§ **What is being asked**: Determine how many lines in the listing contain the string "JSON"; respond with the number alone.

§ **Data excerpt**:
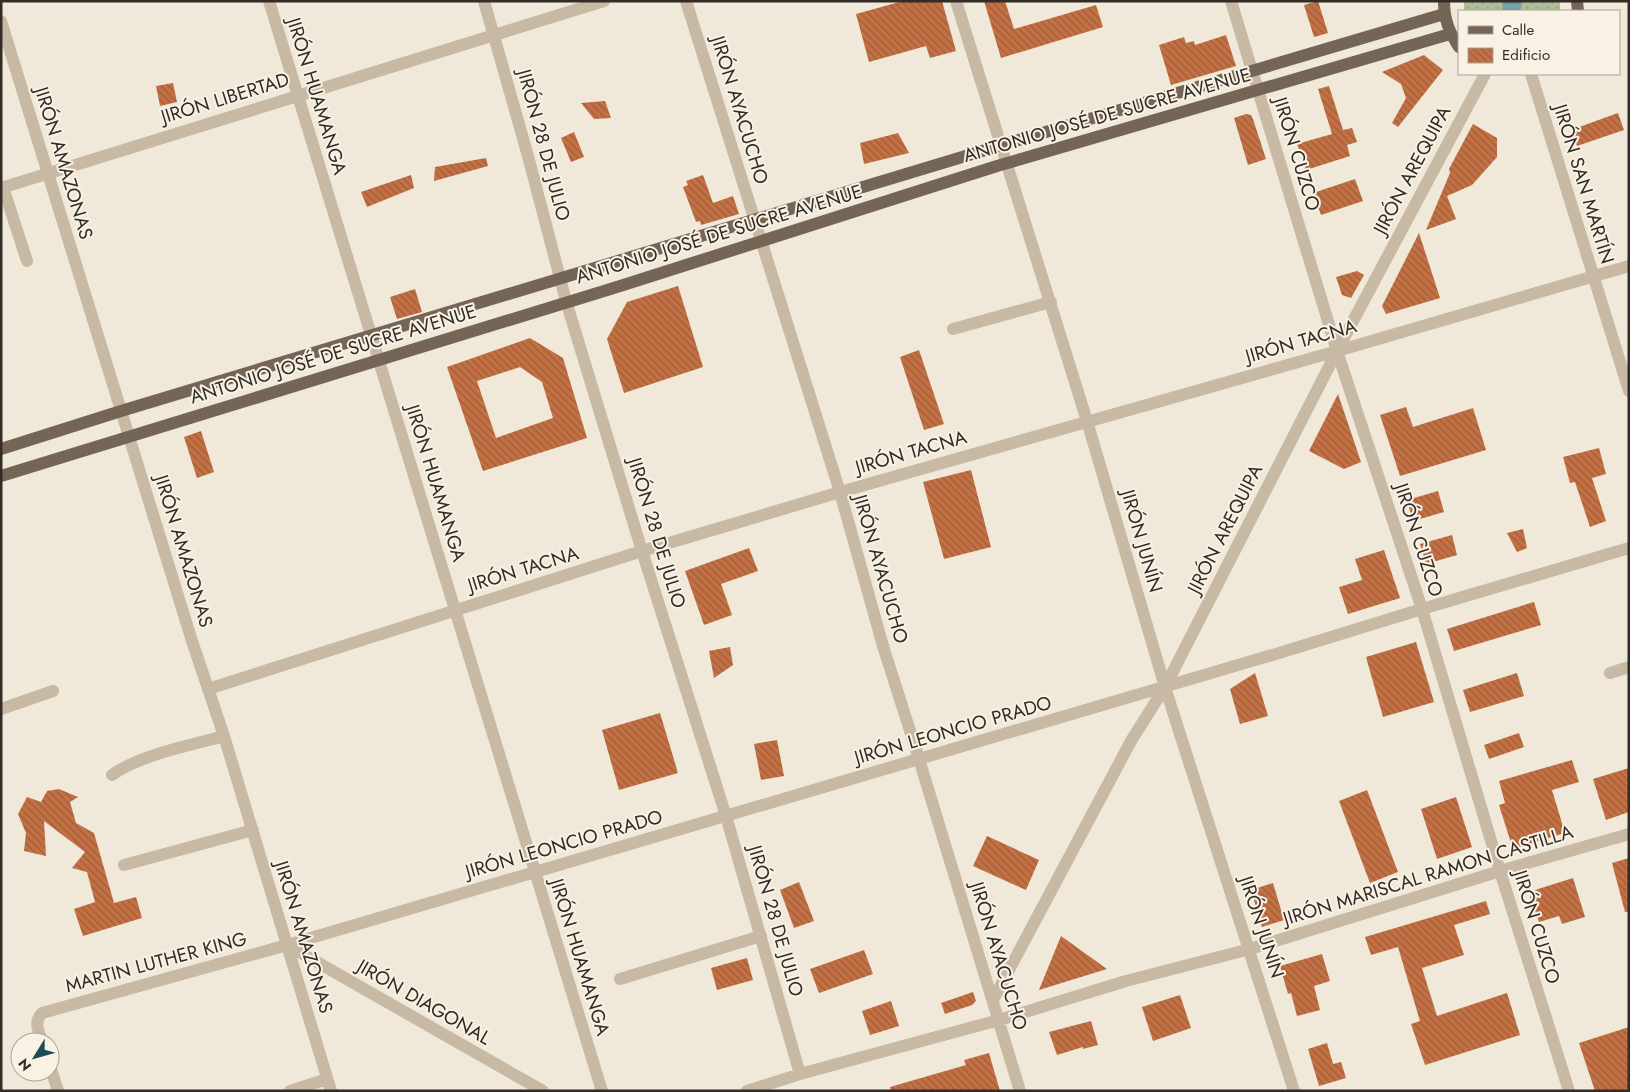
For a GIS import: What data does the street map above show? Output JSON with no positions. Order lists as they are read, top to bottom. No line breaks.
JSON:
{"streets":{"main road":["ANTONIO JOSÉ DE SUCRE AVENUE"],"street":["JIRÓN HUAMANGA","JIRÓN LIBERTAD","JIRÓN AYACUCHO","JIRÓN 28 DE JULIO","JIRÓN CUZCO","JIRÓN AMAZONAS","JIRÓN AREQUIPA","JIRÓN SAN MARTÍN","JIRÓN TACNA","JIRÓN JUNÍN","JIRÓN LEONCIO PRADO","JIRÓN MARISCAL RAMON CASTILLA","MARTIN LUTHER KING","JIRÓN DIAGONAL"]},"crossings":[["JIRÓN HUAMANGA","JIRÓN LIBERTAD"],["JIRÓN HUAMANGA","ANTONIO JOSÉ DE SUCRE AVENUE"],["JIRÓN HUAMANGA","JIRÓN TACNA"],["JIRÓN HUAMANGA","JIRÓN LEONCIO PRADO"],["JIRÓN LIBERTAD","JIRÓN 28 DE JULIO"],["JIRÓN LIBERTAD","JIRÓN AMAZONAS"],["JIRÓN AYACUCHO","ANTONIO JOSÉ DE SUCRE AVENUE"],["JIRÓN AYACUCHO","JIRÓN AREQUIPA"],["JIRÓN AYACUCHO","JIRÓN TACNA"],["JIRÓN AYACUCHO","JIRÓN LEONCIO PRADO"],["JIRÓN AYACUCHO","JIRÓN MARISCAL RAMON CASTILLA"],["ANTONIO JOSÉ DE SUCRE AVENUE","JIRÓN 28 DE JULIO"],["ANTONIO JOSÉ DE SUCRE AVENUE","JIRÓN CUZCO"],["ANTONIO JOSÉ DE SUCRE AVENUE","JIRÓN AMAZONAS"],["ANTONIO JOSÉ DE SUCRE AVENUE","JIRÓN JUNÍN"],["JIRÓN 28 DE JULIO","JIRÓN TACNA"],["JIRÓN 28 DE JULIO","JIRÓN LEONCIO PRADO"],["JIRÓN 28 DE JULIO","JIRÓN MARISCAL RAMON CASTILLA"],["JIRÓN CUZCO","JIRÓN AREQUIPA"],["JIRÓN CUZCO","JIRÓN TACNA"],["JIRÓN CUZCO","JIRÓN LEONCIO PRADO"],["JIRÓN CUZCO","JIRÓN MARISCAL RAMON CASTILLA"],["JIRÓN AMAZONAS","JIRÓN TACNA"],["JIRÓN AMAZONAS","JIRÓN LEONCIO PRADO"],["JIRÓN AMAZONAS","MARTIN LUTHER KING"],["JIRÓN AMAZONAS","JIRÓN DIAGONAL"],["JIRÓN AREQUIPA","JIRÓN TACNA"],["JIRÓN AREQUIPA","JIRÓN JUNÍN"],["JIRÓN AREQUIPA","JIRÓN LEONCIO PRADO"],["JIRÓN SAN MARTÍN","JIRÓN TACNA"],["JIRÓN TACNA","JIRÓN JUNÍN"],["JIRÓN JUNÍN","JIRÓN LEONCIO PRADO"],["JIRÓN JUNÍN","JIRÓN MARISCAL RAMON CASTILLA"],["JIRÓN LEONCIO PRADO","MARTIN LUTHER KING"],["JIRÓN LEONCIO PRADO","JIRÓN DIAGONAL"],["MARTIN LUTHER KING","JIRÓN DIAGONAL"]],"legend":["Calle","Edificio"],"north":"bottom left"}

§ **Solution for this problem**: 2